Village in Hertfordshire, England

Thorley is a village and civil parish in the East Hertfordshire district of Hertfordshire, England. As well as the village itself, the parish also includes the hamlets of Thorley Street and Thorley Wash. It lies immediately south of the market town of Bishop's Stortford. At the 2021 census the parish had a population of 355.

==History==
Thorley is listed in the Domesday Book of 1086 as "Torlei", belonging to Geoffrey de Mandeville, a notable Norman baron. During the reign of Edward the Confessor, Thorley Manor belonged to Earl Tostig.

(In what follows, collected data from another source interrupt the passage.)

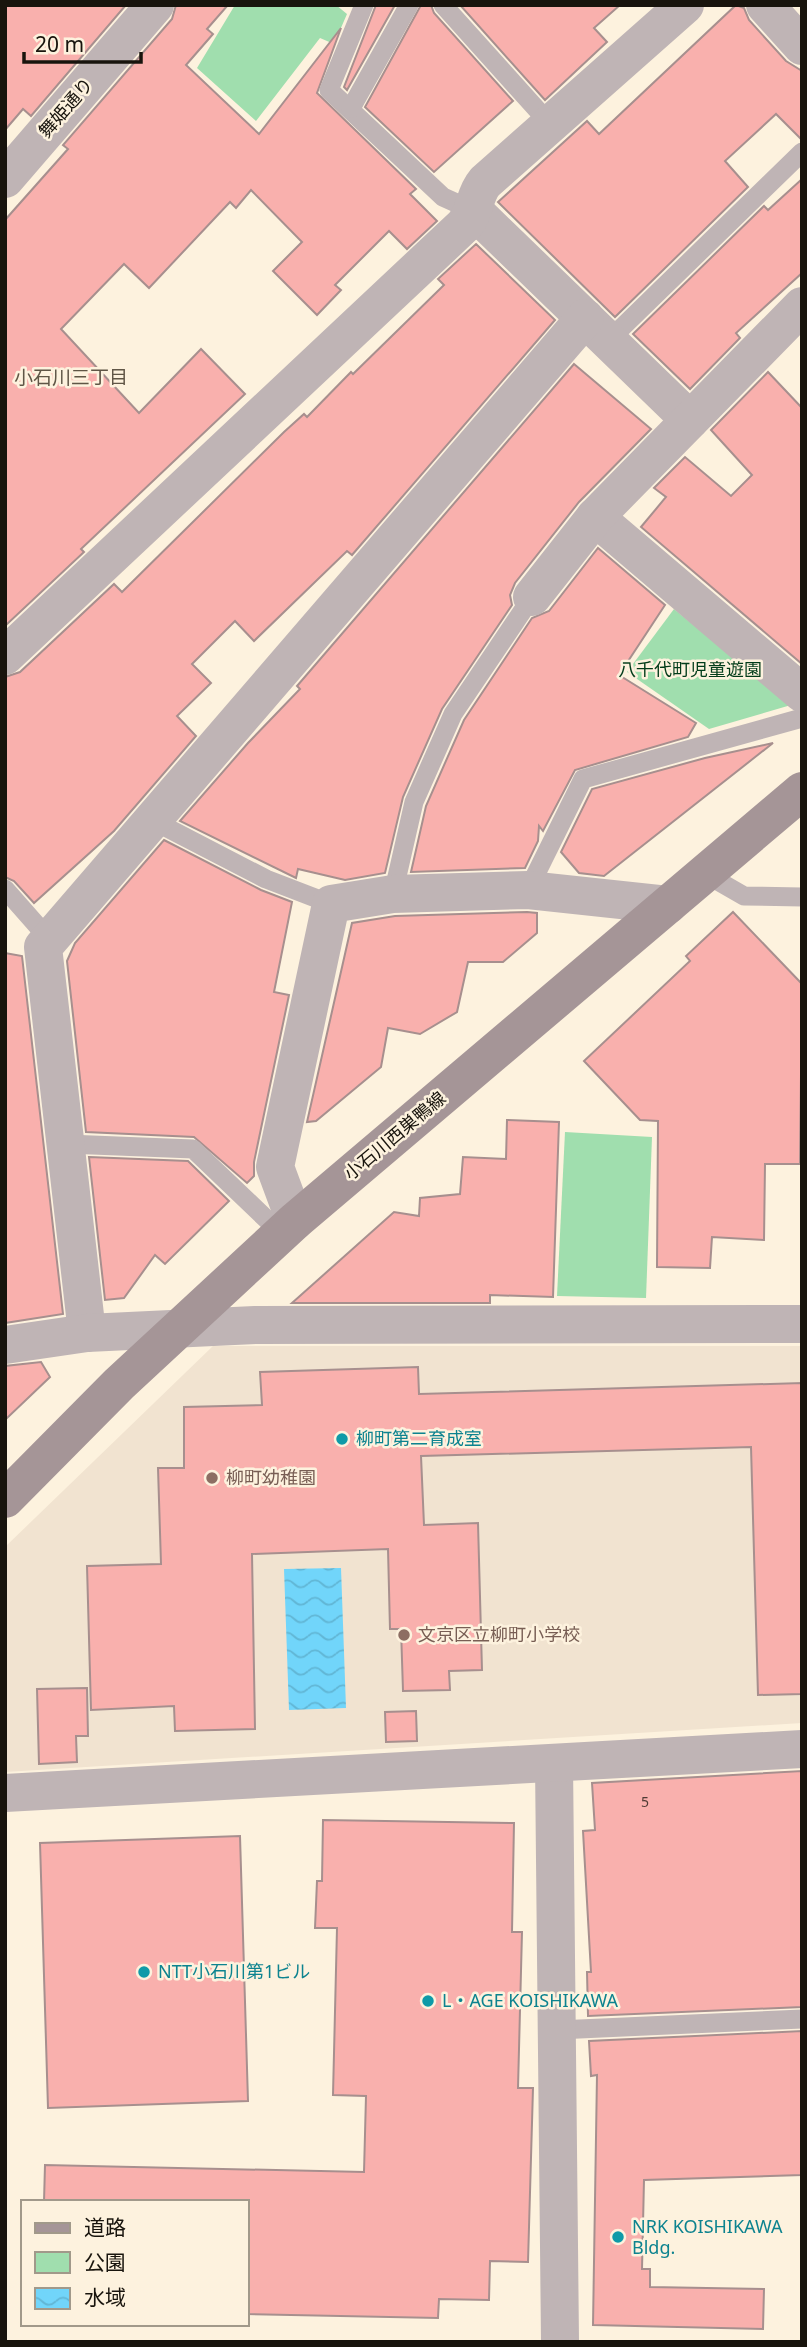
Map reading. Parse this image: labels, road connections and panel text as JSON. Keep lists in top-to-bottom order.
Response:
{
  "streets": {
    "main road": ["小石川西巣鴨線"],
    "street": ["舞姫通り"]
  },
  "districts": ["小石川三丁目"],
  "parks": ["八千代町児童遊園"],
  "places": [
    "柳町第二育成室",
    "柳町幼稚園",
    "文京区立柳町小学校",
    "NTT小石川第1ビル",
    "L・AGE KOISHIKAWA",
    "NRK KOISHIKAWA Bldg."
  ],
  "house_numbers": ["5"],
  "legend": ["道路", "公園", "水域"],
  "scale_bar": "20 m"
}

Thorley is less than one mile north from Blounts Farm in the adjoining parish of High Wych, the place where, in 1966, the criminal Harry Roberts was found by police during a long manhunt after he had participated in the Shepherd's Bush murders of three London-based policemen. He was found in a barn hiding under straw. Roberts was familiar with the area as he had often visited it as a child with his mother.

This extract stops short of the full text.